Domain-specific modeling (DSM) is a software engineering
methodology for designing and developing systems, most often IT systems such as computer software. It involves systematic use of a graphical domain-specific language (DSL) to represent the various facets of a system. DSM languages tend to support higher-level abstractions than General-purpose modeling languages, so they require less effort and fewer low-level details to specify a given system.

Why would you start domain specific modeling ?

  • Development becomes faster
  • Development becomes easier
  • Expertise can be leveraged
  • Routine tasks can be minimized

At the workshop Steven Kelly showed fifteen real life cases that he and his company worked on. And even when you don’t have all the details and because of that would only believe half, the numbers are still impressive. Below is a mix-up of several noticed benefits of those different cases.

  • Comparison to hand-written java after first thirty products = DSM is 3 times faster with fewer errors
  • Development time for a feature from a week to a day
  • Creation of new services 6 times faster compared to manual practices
  • Code generation produces 100% of implementation
  • Generate all required artifacts from a single design (code, configuration, documentation)
  • Look at the picture at the top right corner (Software Productivity Research & Capers Jones, 2002)

The general idea of how to build a domain specific modeling language is beyond the scope of this blog post. People who are interested are advised to get the book Domain-Specific Modeling: Enabling Full Code Generation.

During the workshop the participants were walked through and participated in creating a domain specific language for making interactive TV applications. This was done with MetaEdit+. MetaEdit+ is a very interesting piece of software.

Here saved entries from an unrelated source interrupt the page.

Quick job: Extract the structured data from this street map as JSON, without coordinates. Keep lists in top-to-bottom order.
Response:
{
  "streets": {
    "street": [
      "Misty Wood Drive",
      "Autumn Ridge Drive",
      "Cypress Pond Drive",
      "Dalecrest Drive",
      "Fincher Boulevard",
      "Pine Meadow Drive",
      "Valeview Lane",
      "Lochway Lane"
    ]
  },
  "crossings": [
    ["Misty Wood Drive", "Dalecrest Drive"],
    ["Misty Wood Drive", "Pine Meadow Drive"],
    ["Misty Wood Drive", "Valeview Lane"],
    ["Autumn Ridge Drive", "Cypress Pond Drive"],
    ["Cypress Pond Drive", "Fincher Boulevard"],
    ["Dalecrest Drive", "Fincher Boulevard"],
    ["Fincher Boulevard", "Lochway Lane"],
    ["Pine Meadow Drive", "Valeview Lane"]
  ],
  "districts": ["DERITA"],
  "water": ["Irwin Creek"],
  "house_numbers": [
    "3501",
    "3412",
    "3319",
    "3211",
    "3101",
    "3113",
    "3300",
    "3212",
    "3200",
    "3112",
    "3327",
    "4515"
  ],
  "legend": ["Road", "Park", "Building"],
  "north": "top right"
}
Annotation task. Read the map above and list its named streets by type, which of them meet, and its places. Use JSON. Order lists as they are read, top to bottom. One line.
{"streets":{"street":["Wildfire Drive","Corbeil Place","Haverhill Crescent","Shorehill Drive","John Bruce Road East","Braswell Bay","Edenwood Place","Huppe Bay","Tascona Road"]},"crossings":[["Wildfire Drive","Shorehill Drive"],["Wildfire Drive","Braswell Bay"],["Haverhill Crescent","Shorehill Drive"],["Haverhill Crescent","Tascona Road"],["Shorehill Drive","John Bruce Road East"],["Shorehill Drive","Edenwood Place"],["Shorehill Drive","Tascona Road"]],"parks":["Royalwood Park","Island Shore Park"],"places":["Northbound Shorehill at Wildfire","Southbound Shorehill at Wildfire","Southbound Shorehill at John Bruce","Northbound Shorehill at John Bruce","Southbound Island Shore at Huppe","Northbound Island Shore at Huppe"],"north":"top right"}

Thinking up the domain experts concepts was the hard part. After that building the language and creating the generator and making a first model was very fast. One of the noticeable abilities was the ability to adjust the representation (while modeling) of parts of the model based on the relative positions of the parts programmatically. Is there a Microsoft product that is able to do this ?

A part of the way MetaEdit+ works is by the use of a domain framework. As a starting point, the code generated looks like the code the developers have written by hand so far. If large sections of that code are recognized as repetitive boilerplate, those multiple occurrences will initially be moved to be just one occurrence in the generator. However, if a section is more than a few lines it’s probably easiest to edit it outside the generator, so the IDE can offer syntax highlighting etc., so the repetitive code may well be moved into a separate function in its own file and just a call to that function will be left in the generator. Functions like that are what Steven Kelly calls the “domain framework”: new code components made by refactoring existing code during the process of creating the DSM solution. There’s not often much new code in the domain framework: code that already exists many times in hand-written apps, are taken and refactored so it appears just once.

When you want to use MetaEdit+ in an all Microsoft organization you have to keep some things in mind.

  • The user interface is not like most Microsoft products.
  • The generators are written in a language called MERL. Microsoft developers will need some time to get proficient with this language.
  • MetaEdit+ is a separate tool, not an add-in for Visual Studio. The generator can produce the code files and a new project file, or add them to an existing project. After some positive feedback from “Software Architect 2008” about a VS add-in, an add-in certainly has become a possibility.

But even when you take these points into consideration MetaEdit+ is definitely worth looking into

Great thanks goes out to Steven Kelly for commenting on and adding valuable context to this blog post. Hopefully he will not sue for plagiarism.